- DATA EXTRACT -

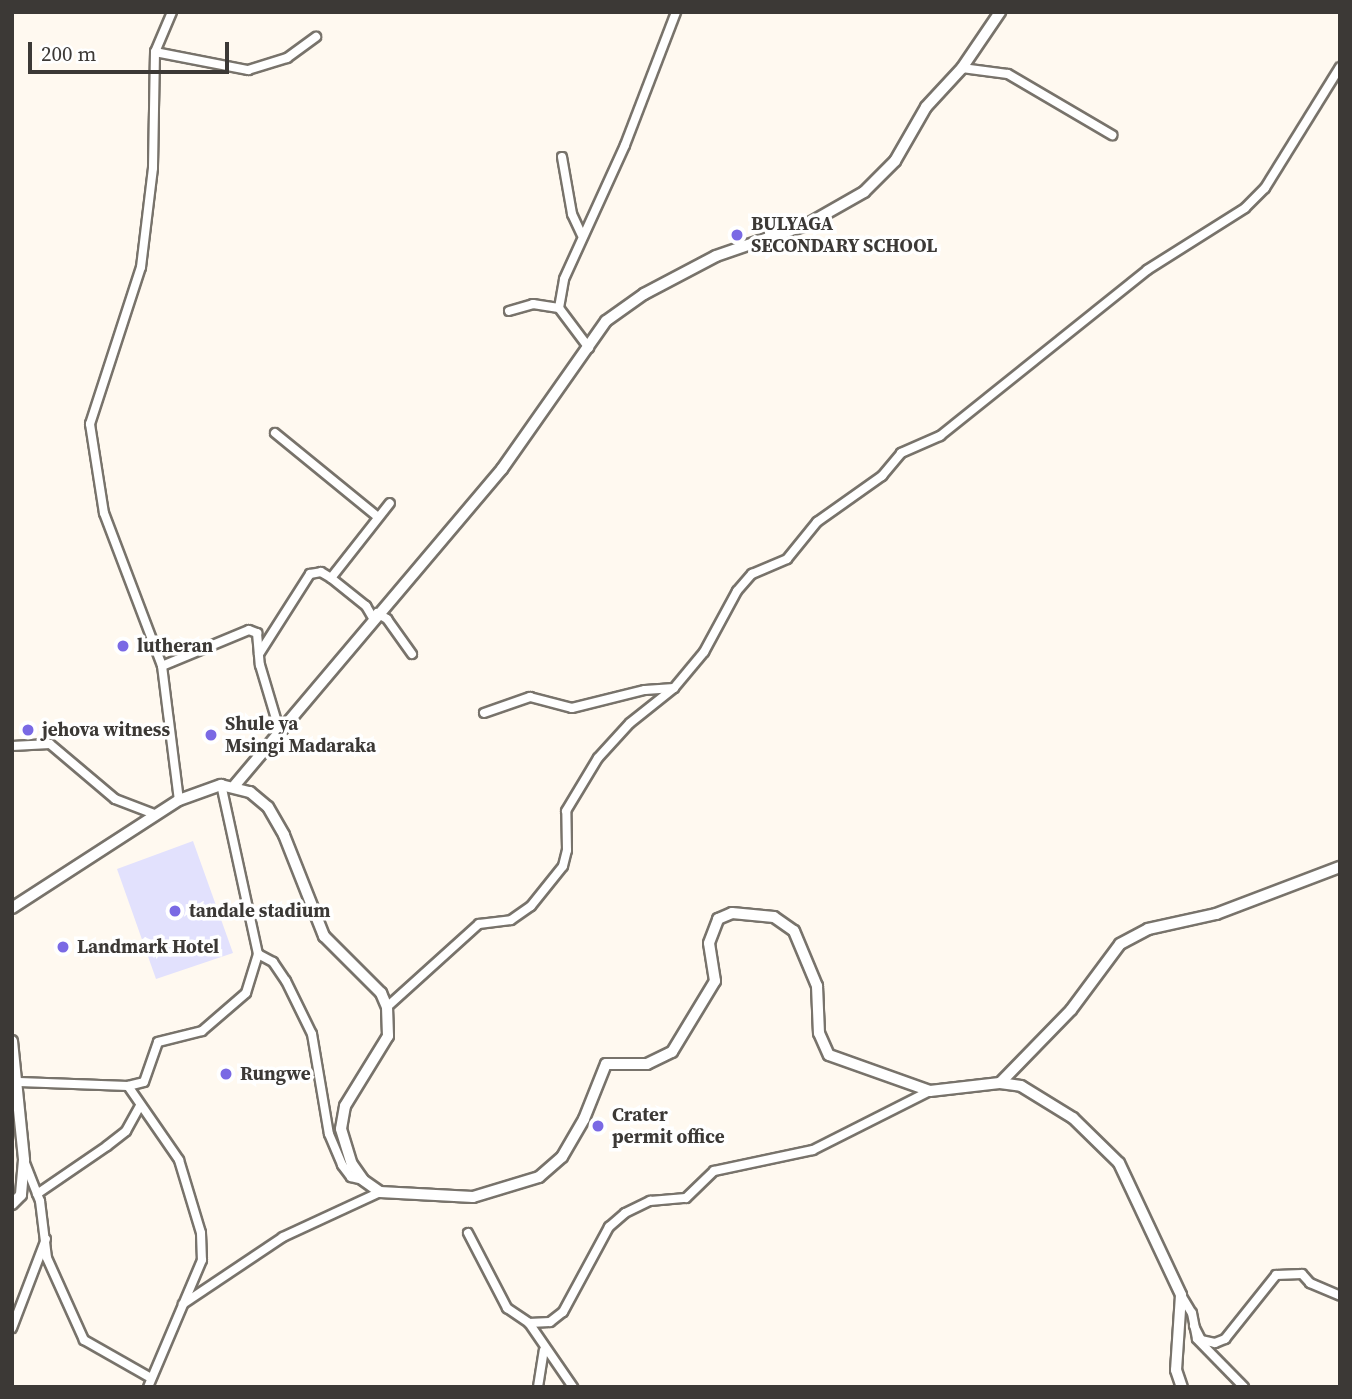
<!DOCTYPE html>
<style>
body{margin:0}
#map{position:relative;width:1352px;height:1399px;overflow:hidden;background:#fff9f0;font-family:"Source Serif 4",serif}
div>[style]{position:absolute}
.green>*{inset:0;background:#e2e1fd}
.roads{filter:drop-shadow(2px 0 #78736b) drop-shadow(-2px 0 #78736b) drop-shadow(0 2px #78736b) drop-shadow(0 -2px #78736b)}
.minor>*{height:8px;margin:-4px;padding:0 4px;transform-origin:4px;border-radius:4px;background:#fff}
.tertiary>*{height:10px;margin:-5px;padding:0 5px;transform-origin:5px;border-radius:5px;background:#fff}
.secondary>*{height:10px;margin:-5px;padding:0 5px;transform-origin:5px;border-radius:5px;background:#fff}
.dots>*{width:19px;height:19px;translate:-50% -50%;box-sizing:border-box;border:4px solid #fff;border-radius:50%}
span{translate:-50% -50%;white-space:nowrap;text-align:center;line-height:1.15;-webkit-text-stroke:7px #fff;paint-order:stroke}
.poi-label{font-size:19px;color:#3c3936;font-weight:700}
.left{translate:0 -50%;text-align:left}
.frame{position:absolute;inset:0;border:14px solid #3c3936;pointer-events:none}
.scale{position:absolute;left:28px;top:42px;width:201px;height:32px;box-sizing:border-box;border:4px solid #3c3936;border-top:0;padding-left:9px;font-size:21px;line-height:24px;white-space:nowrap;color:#3c3936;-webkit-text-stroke:5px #fff;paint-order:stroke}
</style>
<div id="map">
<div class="green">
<div style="clip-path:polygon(193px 841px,233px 953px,156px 979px,117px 869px)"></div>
</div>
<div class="roads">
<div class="minor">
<div style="left:172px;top:12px;width:43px;rotate:113deg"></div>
<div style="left:155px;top:52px;width:116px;rotate:91deg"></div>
<div style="left:153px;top:168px;width:100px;rotate:96.9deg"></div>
<div style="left:141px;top:267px;width:165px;rotate:108deg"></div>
<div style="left:90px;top:424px;width:90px;rotate:81.1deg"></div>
<div style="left:104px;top:513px;width:164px;rotate:69.2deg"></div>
<div style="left:162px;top:666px;width:135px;rotate:82.8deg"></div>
<div style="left:155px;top:52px;width:95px;rotate:11deg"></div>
<div style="left:248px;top:70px;width:41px;rotate:-17.1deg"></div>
<div style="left:287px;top:58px;width:36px;rotate:-36deg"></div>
<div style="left:962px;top:68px;width:46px;rotate:7.4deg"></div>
<div style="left:1008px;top:74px;width:121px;rotate:30.4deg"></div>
<div style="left:562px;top:157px;width:58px;rotate:80deg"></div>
<div style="left:572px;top:214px;width:23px;rotate:65deg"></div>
<div style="left:509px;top:311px;width:25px;rotate:-16deg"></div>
<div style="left:533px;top:304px;width:26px;rotate:9deg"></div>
<div style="left:589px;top:348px;width:50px;rotate:-126.9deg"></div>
<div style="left:559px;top:308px;width:29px;rotate:-80deg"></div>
<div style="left:564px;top:279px;width:147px;rotate:-65.5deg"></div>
<div style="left:625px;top:145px;width:142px;rotate:-69deg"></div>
<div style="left:275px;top:433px;width:133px;rotate:39.2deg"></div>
<div style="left:331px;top:578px;width:95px;rotate:-51.8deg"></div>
<div style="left:377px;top:613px;width:12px;rotate:31deg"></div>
<div style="left:387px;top:619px;width:43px;rotate:54.5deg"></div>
<div style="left:259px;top:654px;width:95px;rotate:-57.5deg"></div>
<div style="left:310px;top:574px;width:11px;rotate:-10deg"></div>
<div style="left:321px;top:572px;width:12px;rotate:31deg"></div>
<div style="left:331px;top:578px;width:45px;rotate:38.7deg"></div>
<div style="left:366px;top:606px;width:14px;rotate:60deg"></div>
<div style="left:162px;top:666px;width:94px;rotate:-22.5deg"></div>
<div style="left:249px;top:630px;width:9px;rotate:21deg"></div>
<div style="left:257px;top:633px;width:32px;rotate:85deg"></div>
<div style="left:260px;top:665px;width:70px;rotate:73.4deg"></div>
<div style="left:484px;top:713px;width:49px;rotate:-19.2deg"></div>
<div style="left:530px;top:697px;width:43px;rotate:14.7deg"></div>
<div style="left:572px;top:708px;width:75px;rotate:-13.9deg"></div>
<div style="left:645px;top:690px;width:29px;rotate:-4deg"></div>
<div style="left:12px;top:746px;width:38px;rotate:-3deg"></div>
<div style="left:50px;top:744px;width:85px;rotate:40.2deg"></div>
<div style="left:115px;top:799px;width:42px;rotate:21deg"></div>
<div style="left:258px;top:954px;width:17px;rotate:28deg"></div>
<div style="left:273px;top:962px;width:23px;rotate:56deg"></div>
<div style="left:286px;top:981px;width:59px;rotate:63.9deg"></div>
<div style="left:312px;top:1034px;width:101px;rotate:80.4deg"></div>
<div style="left:329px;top:1134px;width:34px;rotate:67deg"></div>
<div style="left:342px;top:1165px;width:15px;rotate:53deg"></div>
<div style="left:351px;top:1177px;width:12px;rotate:14deg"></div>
<div style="left:387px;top:1007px;width:124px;rotate:-42.1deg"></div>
<div style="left:479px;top:924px;width:32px;rotate:-7deg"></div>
<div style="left:511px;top:920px;width:24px;rotate:-35deg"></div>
<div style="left:531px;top:906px;width:51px;rotate:-51.3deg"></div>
<div style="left:563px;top:866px;width:16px;rotate:-76deg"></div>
<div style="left:567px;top:850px;width:39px;rotate:-91deg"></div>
<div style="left:566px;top:811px;width:62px;rotate:-58.9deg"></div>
<div style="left:598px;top:758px;width:47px;rotate:-47.6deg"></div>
<div style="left:630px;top:723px;width:56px;rotate:-38.5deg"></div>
<div style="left:674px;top:688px;width:47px;rotate:-50.2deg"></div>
<div style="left:704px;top:652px;width:69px;rotate:-61.6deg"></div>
<div style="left:737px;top:591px;width:23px;rotate:-49deg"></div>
<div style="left:752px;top:574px;width:38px;rotate:-23deg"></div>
<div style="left:787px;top:559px;width:48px;rotate:-51deg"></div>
<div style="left:817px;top:522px;width:80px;rotate:-35.3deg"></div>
<div style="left:882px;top:476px;width:30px;rotate:-50deg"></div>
<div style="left:901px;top:453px;width:43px;rotate:-23.6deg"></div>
<div style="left:940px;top:436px;width:265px;rotate:-38.7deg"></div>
<div style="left:1147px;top:270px;width:116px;rotate:-32.3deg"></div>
<div style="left:1245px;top:208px;width:28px;rotate:-45deg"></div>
<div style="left:1265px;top:188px;width:142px;rotate:-58.2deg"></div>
<div style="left:19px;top:1082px;width:109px;rotate:2.1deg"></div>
<div style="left:128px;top:1086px;width:16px;rotate:-14deg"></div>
<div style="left:144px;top:1082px;width:42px;rotate:-70.7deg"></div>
<div style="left:158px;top:1042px;width:45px;rotate:-14deg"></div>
<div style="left:202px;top:1031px;width:58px;rotate:-40.8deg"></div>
<div style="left:246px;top:993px;width:41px;rotate:-72.9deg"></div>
<div style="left:258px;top:954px;width:173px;rotate:-102.3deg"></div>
<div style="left:128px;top:1086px;width:90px;rotate:55.4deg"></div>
<div style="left:179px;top:1160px;width:76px;rotate:73.2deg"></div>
<div style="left:201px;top:1233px;width:27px;rotate:88deg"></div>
<div style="left:202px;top:1260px;width:138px;rotate:113deg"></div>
<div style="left:25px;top:1163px;width:41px;rotate:68.5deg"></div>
<div style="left:40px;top:1201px;width:57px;rotate:83deg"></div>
<div style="left:47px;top:1258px;width:90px;rotate:65.7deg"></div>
<div style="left:84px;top:1340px;width:77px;rotate:29.6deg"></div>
<div style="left:37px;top:1194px;width:85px;rotate:-34.4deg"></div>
<div style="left:107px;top:1146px;width:24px;rotate:-38deg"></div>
<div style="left:126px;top:1131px;width:29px;rotate:-61deg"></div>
<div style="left:468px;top:1233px;width:85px;rotate:62.5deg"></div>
<div style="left:507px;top:1308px;width:27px;rotate:34deg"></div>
<div style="left:529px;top:1323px;width:78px;rotate:55.5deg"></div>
<div style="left:1181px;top:1295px;width:21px;rotate:59deg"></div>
<div style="left:1192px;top:1313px;width:26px;rotate:79deg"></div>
<div style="left:1197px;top:1339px;width:67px;rotate:45.6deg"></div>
<div style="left:183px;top:1304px;width:120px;rotate:-33.8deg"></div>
<div style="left:283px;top:1237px;width:107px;rotate:-24.9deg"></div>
<div style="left:529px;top:1323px;width:21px;rotate:-3deg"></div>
<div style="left:550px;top:1322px;width:16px;rotate:-38deg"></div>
<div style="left:563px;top:1312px;width:97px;rotate:-61.6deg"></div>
<div style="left:609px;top:1227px;width:21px;rotate:-41deg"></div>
<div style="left:625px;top:1213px;width:28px;rotate:-26deg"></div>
<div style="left:650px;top:1201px;width:36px;rotate:-5deg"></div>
<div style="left:686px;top:1198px;width:39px;rotate:-44deg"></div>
<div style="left:714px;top:1171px;width:101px;rotate:-12deg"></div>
<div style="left:813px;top:1150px;width:131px;rotate:-26.8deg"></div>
<div style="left:1194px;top:1326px;width:16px;rotate:63deg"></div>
<div style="left:1201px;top:1340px;width:14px;rotate:12deg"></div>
<div style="left:1215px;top:1343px;width:11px;rotate:-22deg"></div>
<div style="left:1225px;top:1339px;width:82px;rotate:-51.4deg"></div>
<div style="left:1276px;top:1275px;width:26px;rotate:-2deg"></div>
<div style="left:1302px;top:1274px;width:12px;rotate:48deg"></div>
<div style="left:1310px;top:1283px;width:33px;rotate:23deg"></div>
<div style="left:12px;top:1328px;width:95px;rotate:-69.1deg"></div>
<div style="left:538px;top:1387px;width:37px;rotate:-81deg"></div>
</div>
<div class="tertiary">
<div style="left:235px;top:785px;width:414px;rotate:-49.8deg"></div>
<div style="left:502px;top:469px;width:181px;rotate:-54.9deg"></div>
<div style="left:606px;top:321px;width:47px;rotate:-35.4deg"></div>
<div style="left:644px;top:294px;width:81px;rotate:-27.8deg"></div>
<div style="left:716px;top:256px;width:95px;rotate:-19deg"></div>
<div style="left:806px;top:225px;width:67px;rotate:-29.6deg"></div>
<div style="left:864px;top:192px;width:44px;rotate:-45deg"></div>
<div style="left:895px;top:161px;width:62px;rotate:-60.1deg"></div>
<div style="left:926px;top:107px;width:53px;rotate:-47.3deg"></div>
<div style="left:962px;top:68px;width:68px;rotate:-55.8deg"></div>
<div style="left:12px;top:1041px;width:120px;rotate:84.2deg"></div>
<div style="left:24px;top:1160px;width:35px;rotate:95deg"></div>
<div style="left:21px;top:1195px;width:13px;rotate:135deg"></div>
<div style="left:1000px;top:1083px;width:102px;rotate:-45.8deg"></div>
<div style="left:1071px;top:1010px;width:82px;rotate:-53.4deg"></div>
<div style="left:1120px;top:944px;width:32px;rotate:-28deg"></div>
<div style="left:1148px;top:929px;width:70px;rotate:-12.4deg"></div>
<div style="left:1216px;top:914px;width:133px;rotate:-20.8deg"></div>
</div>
<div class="secondary">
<div style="left:12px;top:908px;width:199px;rotate:-32.9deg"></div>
<div style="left:179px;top:800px;width:45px;rotate:-19.7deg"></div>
<div style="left:221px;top:785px;width:30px;rotate:14deg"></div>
<div style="left:250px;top:792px;width:23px;rotate:40deg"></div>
<div style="left:268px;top:807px;width:32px;rotate:60deg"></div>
<div style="left:284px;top:835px;width:109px;rotate:68.4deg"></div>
<div style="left:324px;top:936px;width:81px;rotate:45deg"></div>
<div style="left:381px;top:993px;width:15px;rotate:67deg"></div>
<div style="left:387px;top:1007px;width:29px;rotate:88deg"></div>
<div style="left:388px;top:1036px;width:82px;rotate:121.6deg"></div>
<div style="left:345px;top:1106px;width:23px;rotate:100deg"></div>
<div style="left:341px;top:1129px;width:37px;rotate:73deg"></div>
<div style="left:352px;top:1164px;width:19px;rotate:55deg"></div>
<div style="left:363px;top:1180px;width:21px;rotate:35deg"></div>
<div style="left:380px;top:1192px;width:93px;rotate:3.1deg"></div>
<div style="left:473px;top:1197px;width:69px;rotate:-16.9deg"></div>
<div style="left:539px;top:1177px;width:30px;rotate:-41deg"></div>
<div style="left:562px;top:1157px;width:44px;rotate:-59.9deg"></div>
<div style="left:584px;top:1119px;width:59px;rotate:-68.2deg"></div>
<div style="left:606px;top:1064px;width:41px"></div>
<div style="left:647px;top:1064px;width:28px;rotate:-26deg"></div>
<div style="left:672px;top:1052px;width:83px;rotate:-58.8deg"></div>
<div style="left:715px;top:981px;width:38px;rotate:-99deg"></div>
<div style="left:709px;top:943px;width:26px;rotate:-69deg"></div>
<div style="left:718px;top:919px;width:15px;rotate:-23deg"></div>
<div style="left:732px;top:913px;width:42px;rotate:5.4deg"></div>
<div style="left:774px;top:917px;width:24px;rotate:35deg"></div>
<div style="left:794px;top:931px;width:60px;rotate:67.3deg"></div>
<div style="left:817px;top:986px;width:47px;rotate:87.6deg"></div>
<div style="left:819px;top:1033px;width:24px;rotate:66deg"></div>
<div style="left:829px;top:1055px;width:107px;rotate:19.6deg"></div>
<div style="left:930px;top:1091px;width:70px;rotate:-6.5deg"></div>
<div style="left:1000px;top:1083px;width:21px;rotate:8deg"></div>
<div style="left:1021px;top:1086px;width:61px;rotate:31.6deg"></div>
<div style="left:1073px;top:1118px;width:64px;rotate:44.4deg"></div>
<div style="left:1119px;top:1163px;width:146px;rotate:64.8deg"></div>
<div style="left:1181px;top:1295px;width:75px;rotate:93.8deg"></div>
<div style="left:1176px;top:1370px;width:18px;rotate:71deg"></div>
</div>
</div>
<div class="dots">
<div style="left:737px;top:235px;background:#7a69e4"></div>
<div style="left:123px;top:646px;background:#7a69e4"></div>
<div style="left:28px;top:730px;background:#7a69e4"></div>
<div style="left:211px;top:735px;background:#7a69e4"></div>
<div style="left:175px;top:911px;background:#7a69e4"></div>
<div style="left:63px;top:947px;background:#7a69e4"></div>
<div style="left:226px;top:1074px;background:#7a69e4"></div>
<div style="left:598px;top:1126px;background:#7a69e4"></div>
</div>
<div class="poi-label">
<span class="left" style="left:751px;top:235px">BULYAGA<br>SECONDARY SCHOOL</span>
<span class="left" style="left:137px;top:646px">lutheran</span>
<span class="left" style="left:225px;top:735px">Shule ya<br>Msingi Madaraka</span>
<span class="left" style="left:42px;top:730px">jehova witness</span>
<span class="left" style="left:189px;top:911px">tandale stadium</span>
<span class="left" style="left:77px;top:947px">Landmark Hotel</span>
<span class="left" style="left:240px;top:1074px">Rungwe</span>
<span class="left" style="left:612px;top:1126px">Crater<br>permit office</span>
</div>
<div class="frame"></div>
<div class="scale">200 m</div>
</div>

- YOUR ASSIGNMENT -
Select and copy each line from the data that includes the word "roads".

- WORKED SOLUTION -
.roads{filter:drop-shadow(2px 0 #78736b) drop-shadow(-2px 0 #78736b) drop-shadow(0 2px #78736b) drop-shadow(0 -2px #78736b)}
<div class="roads">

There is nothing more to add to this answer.